# [Requirement]
Pull every line that includes the word "casing" out of the data below and copy it.

Items from a dataset
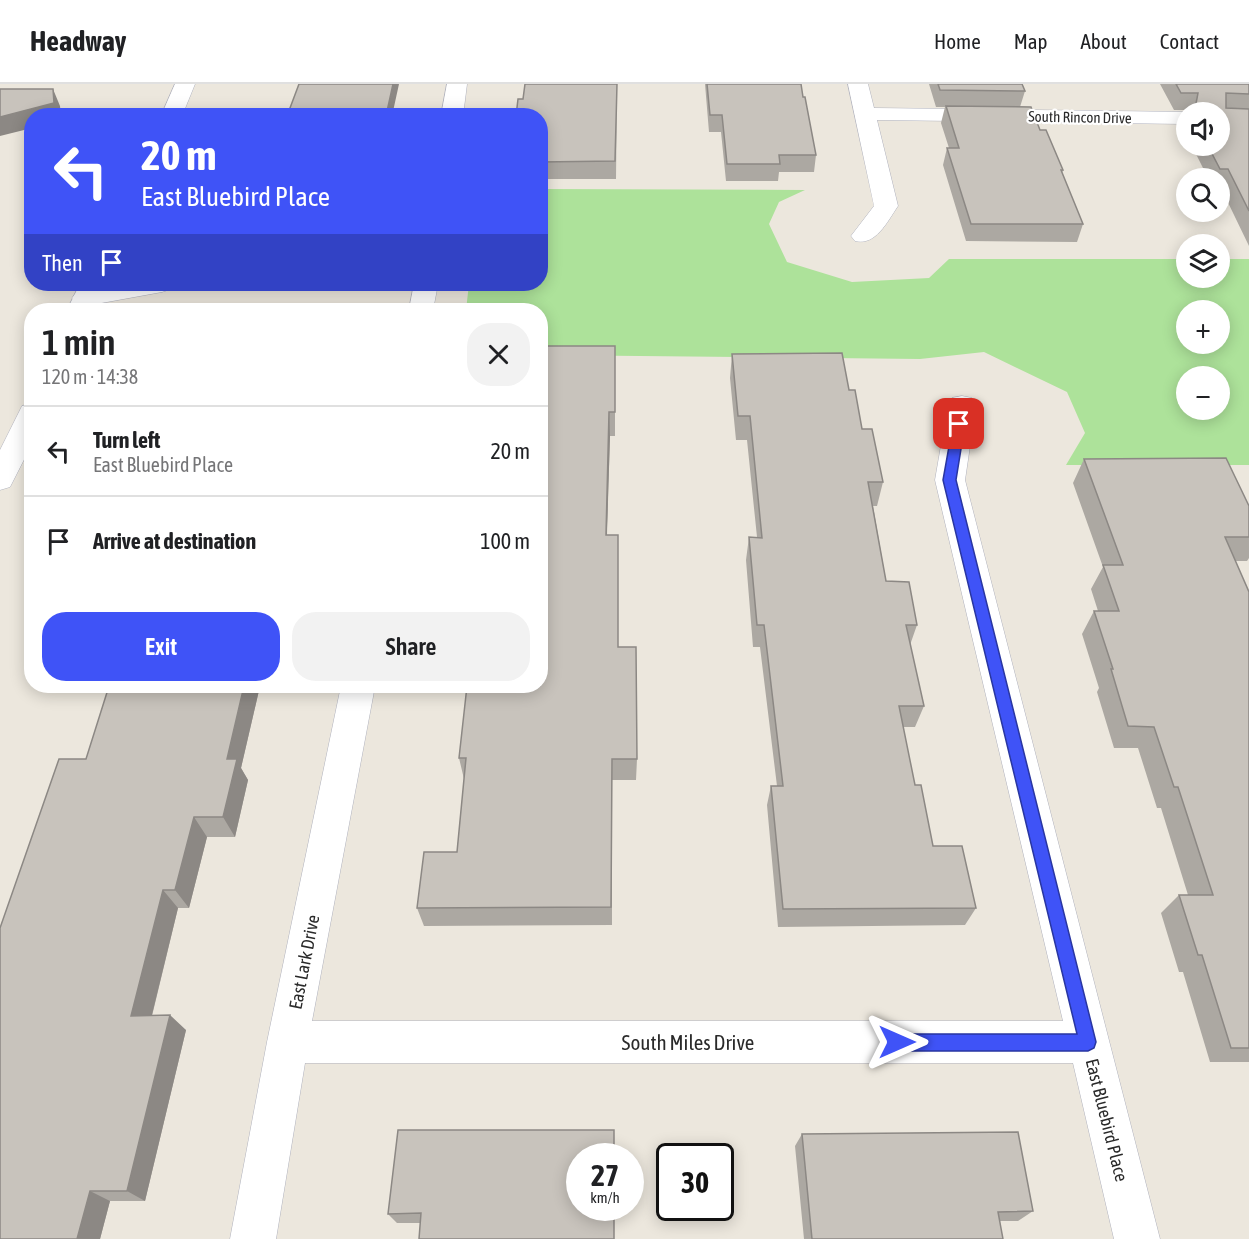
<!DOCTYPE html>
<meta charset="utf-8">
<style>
body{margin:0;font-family:"Asap Condensed",sans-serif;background:#f2f2f2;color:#202124;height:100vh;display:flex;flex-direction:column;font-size:22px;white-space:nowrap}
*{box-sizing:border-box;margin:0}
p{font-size:20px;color:#757577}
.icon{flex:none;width:33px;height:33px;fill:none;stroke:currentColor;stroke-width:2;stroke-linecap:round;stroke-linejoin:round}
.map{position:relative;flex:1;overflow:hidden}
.drawer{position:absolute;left:24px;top:219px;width:524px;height:390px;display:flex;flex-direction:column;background:#fff;border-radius:24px;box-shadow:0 3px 15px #0003}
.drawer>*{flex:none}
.guide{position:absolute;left:24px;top:24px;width:524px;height:183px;border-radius:24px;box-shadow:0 3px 15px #0003;background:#3f53f7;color:#fff;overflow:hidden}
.tools{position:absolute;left:1176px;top:18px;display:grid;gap:12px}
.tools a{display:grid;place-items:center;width:54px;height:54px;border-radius:50%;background:#fff;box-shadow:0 3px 15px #0003;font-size:30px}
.speed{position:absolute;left:566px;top:1059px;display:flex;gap:12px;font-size:30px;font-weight:700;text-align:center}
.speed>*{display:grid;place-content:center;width:78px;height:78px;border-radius:50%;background:#fff;box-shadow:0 3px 15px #0003;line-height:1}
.speed small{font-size:15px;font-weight:400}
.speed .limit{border:3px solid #111;border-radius:9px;background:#fff;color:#111}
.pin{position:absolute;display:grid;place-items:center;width:51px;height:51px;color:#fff;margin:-26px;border-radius:12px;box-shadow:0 3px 9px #0006}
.me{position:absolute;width:66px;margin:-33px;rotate:90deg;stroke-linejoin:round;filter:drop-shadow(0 0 4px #0008)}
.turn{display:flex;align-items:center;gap:21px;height:126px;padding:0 18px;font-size:27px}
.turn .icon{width:78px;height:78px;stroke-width:2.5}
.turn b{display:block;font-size:42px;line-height:51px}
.then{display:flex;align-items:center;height:57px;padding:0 18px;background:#0003;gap:12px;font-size:22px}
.round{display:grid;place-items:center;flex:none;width:63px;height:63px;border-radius:24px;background:#f2f2f2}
.head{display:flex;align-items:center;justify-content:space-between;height:102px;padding:0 18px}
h1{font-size:36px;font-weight:600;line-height:45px}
.cta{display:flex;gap:12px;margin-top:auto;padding:12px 18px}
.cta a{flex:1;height:69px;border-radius:24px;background:#3f53f7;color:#fff;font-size:24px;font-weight:600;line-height:69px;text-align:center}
.cta a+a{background:#f2f2f2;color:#202124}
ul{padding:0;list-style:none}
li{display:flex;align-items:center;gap:18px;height:90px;padding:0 18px;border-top:2px solid #e0e0e0}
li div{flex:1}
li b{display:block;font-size:22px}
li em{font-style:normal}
header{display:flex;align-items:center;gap:36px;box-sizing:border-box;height:84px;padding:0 30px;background:#fff;border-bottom:2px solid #e0e0e0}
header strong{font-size:28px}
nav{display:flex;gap:33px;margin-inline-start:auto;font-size:21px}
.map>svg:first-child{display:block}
.green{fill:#ade29a;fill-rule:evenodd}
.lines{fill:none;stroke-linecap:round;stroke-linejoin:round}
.minor-casing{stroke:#b0b2be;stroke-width:1}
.tertiary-casing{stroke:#b0b2be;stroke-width:1}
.minor{fill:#fff;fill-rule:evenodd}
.tertiary{fill:#fff;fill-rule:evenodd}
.wall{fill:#aca8a2}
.shaded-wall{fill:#8c8884}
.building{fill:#c8c3bc;stroke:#8c8884;stroke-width:1.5}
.route{fill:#3f53f7;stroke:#2936a1;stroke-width:1.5}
.labels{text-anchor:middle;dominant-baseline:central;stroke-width:4.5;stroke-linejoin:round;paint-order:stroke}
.far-street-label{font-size:15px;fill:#2a2a2a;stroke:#fff}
.street-label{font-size:18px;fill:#2a2a2a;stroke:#fff}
.near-street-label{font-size:21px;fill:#2a2a2a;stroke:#fff}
</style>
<header>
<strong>Headway</strong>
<nav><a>Home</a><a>Map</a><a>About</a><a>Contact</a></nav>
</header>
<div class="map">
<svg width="1249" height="1155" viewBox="0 0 1249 1155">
<rect width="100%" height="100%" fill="#ece7dd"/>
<path class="green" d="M540 105 805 106 779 118 769 140 787 178 852 198 929 194 949 175H1186V194H1220V175H1249V381H1066L1085 349 1067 308 984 268 920 275 540 271V226H466L469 200H540ZM1186 226H1220V260H1186ZM1186 292H1220V326H1186Z"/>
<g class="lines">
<defs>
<path id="minor" d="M447 0H467L463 32H441Z
M848 0H868L874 24 1189 28H1186V40L877 36 898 122C887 138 876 162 855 157L851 152 874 122Z
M123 200H174L171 205 162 208 85 222 76 219 72 214 76 209Z
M414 200H438L433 226H409Z
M962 312 972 314 976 321 965 396 1160 1155H1114L1073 979H305L276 1155H230L267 958 341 602H375L312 937H1063L935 396 948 321 952 314Z"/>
<path id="tertiary" d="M175 0H195L182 32H161Z
M80 200H104L91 226H67Z
M32 320V360L10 403 0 406V366L22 322Z"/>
</defs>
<use href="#minor" class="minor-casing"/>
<use href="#tertiary" class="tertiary-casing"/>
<use href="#minor" class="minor"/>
<use href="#tertiary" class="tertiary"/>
</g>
<path class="wall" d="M617 0 616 95H540V32L523 15Z
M705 0H801L803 13 816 71 814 88H779L778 97H726L721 48H709Z
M929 0H1022L1025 7 1020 23 1040 46 1063 86 1062 89 1083 140 1077 158 966 157 943 81 947 64H949L941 39 945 23H936Z
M1160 0H1249V162L1220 102V94H1208L1192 62H1220V28H1188L1189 26H1174Z
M1186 31V51L1182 42Z
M615 262V352H610L607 451 618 563 637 675 636 696H612V841L424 842 417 824 457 768 464 695 459 674Z
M732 270 849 306 862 345 883 398 877 422H873L886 497 917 541 910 561 924 622 915 643H903L915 701 933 762 976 824 965 841 778 843 767 721 771 702H777L760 563H753L746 476 749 453H757L747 356H736L730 294Z
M1084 375 1249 422V474L1247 477H1235L1249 508V978H1210L1183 888H1179L1161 829 1179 811H1188L1161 724H1157L1138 664H1114L1097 608 1099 604 1082 550 1094 527H1098L1091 505 1103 483 1073 399Z
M109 602H260L241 684 248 696 235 753H207L189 824H178L152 932 186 946 145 1117H110L100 1155H0L86 675Z
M398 1046 615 1155 420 1139H397L388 1130Z
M802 1050 1033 1127 1018 1137H999L1003 1155H804L795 1062Z"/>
<path class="shaded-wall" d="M393 0H399L392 32H386Z
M53 5 60 22 61 32H32V44L0 52V33Z
M609 328 610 352 606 475V451Z
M244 602H260L241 684 248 696 235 753 223 733 227 675Z
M194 733 207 753 189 824 175 806Z
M163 806 178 824 148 947 131 932Z
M170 931 186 946 145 1117 127 1107Z
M90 1107 110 1117 100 1155H77Z"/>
<path class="building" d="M299 0H393L386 32H287Z
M525 0H617L615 77 540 78V32H516L518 15H523Z
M707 0H801L803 13H805L816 71H779L780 80H727L722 31H710Z
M938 0H1022L1025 7 940 6Z
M1176 0H1249V10L1226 9V24L1249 25V127L1228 85H1220L1208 62H1220V28H1191L1189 25H1195L1198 9H1181Z
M0 5H53L54 19 0 33Z
M946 22 1031 23 1040 46H1046L1063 86H1061L1083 140H971L947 64H959Z
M540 262H615V328H609L606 451H618V563H636L637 675H612L611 823 417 824 424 768H457L466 674H459L467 602H540Z
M842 269 849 306H855L862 345H872L883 398H868L886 497 909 498 917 541H906L924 622H899L915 701H921L933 762H962L976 824 783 825 771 702H783L764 541H757L749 453 762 454 750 332H738L732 270Z
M1226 374 1249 422V453H1225L1249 508V964H1231L1202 871H1198L1179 811H1213L1178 703H1174L1154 643 1128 642 1111 585H1113L1094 527H1119L1103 481H1123L1084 375Z
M109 602H244L227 675H237L223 733H194L175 806H163L131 932 170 931 127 1107H90L77 1155H0V844L59 675H86Z
M398 1046H614V1072H579V1124H614V1155H419L421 1129 388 1130Z
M1018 1048 1033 1127 998 1128 1003 1155H812L802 1050Z"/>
<path class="route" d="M959 336 965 340 956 396 1096 958 1094 964 1088 967H897L891 964 888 958 891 952 897 950H1077L943 396 953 340Z"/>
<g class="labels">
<g class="far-street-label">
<text transform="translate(1080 33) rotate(1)">South Rincon Drive</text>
</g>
<g class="street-label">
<text transform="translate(304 878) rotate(-79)">East Lark Drive</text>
<text transform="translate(1107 1036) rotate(76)">East Bluebird Place</text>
</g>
<g class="near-street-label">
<text x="688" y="958">South Miles Drive</text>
</g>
</g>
</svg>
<div class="tools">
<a><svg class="icon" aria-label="sound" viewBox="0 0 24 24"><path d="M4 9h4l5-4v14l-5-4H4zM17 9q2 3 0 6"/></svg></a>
<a><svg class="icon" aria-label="search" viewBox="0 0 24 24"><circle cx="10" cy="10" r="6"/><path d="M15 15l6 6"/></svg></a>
<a><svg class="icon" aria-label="layers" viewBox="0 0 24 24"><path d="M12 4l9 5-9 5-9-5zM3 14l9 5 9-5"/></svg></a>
<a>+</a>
<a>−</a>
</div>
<div class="speed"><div>27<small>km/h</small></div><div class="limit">30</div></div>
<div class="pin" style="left:959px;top:340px;background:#d93025"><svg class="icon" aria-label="arrive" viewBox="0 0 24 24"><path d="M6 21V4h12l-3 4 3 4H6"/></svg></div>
<svg class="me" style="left:897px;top:958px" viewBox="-20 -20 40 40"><path d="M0-17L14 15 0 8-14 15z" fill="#3f53f7" stroke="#fff" stroke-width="4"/></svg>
<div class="guide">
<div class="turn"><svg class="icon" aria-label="left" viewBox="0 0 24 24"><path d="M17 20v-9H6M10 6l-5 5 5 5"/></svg><div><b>20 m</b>East Bluebird Place</div></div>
<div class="then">Then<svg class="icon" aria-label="arrive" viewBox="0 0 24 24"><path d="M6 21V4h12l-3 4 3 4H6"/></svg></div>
</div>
<section class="drawer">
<div class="head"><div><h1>1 min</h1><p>120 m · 14:38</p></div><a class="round"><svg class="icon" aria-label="close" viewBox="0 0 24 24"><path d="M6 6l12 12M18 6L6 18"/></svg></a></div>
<ul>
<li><svg class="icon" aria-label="left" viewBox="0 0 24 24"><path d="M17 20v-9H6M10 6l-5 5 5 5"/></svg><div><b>Turn left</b><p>East Bluebird Place</p></div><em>20 m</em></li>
<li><svg class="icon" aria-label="arrive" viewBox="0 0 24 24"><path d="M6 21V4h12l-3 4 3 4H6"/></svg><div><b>Arrive at destination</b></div><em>100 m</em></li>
</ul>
<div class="cta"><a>Exit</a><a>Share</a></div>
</section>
</div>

# [Written answer]
.minor-casing{stroke:#b0b2be;stroke-width:1}
.tertiary-casing{stroke:#b0b2be;stroke-width:1}
<use href="#minor" class="minor-casing"/>
<use href="#tertiary" class="tertiary-casing"/>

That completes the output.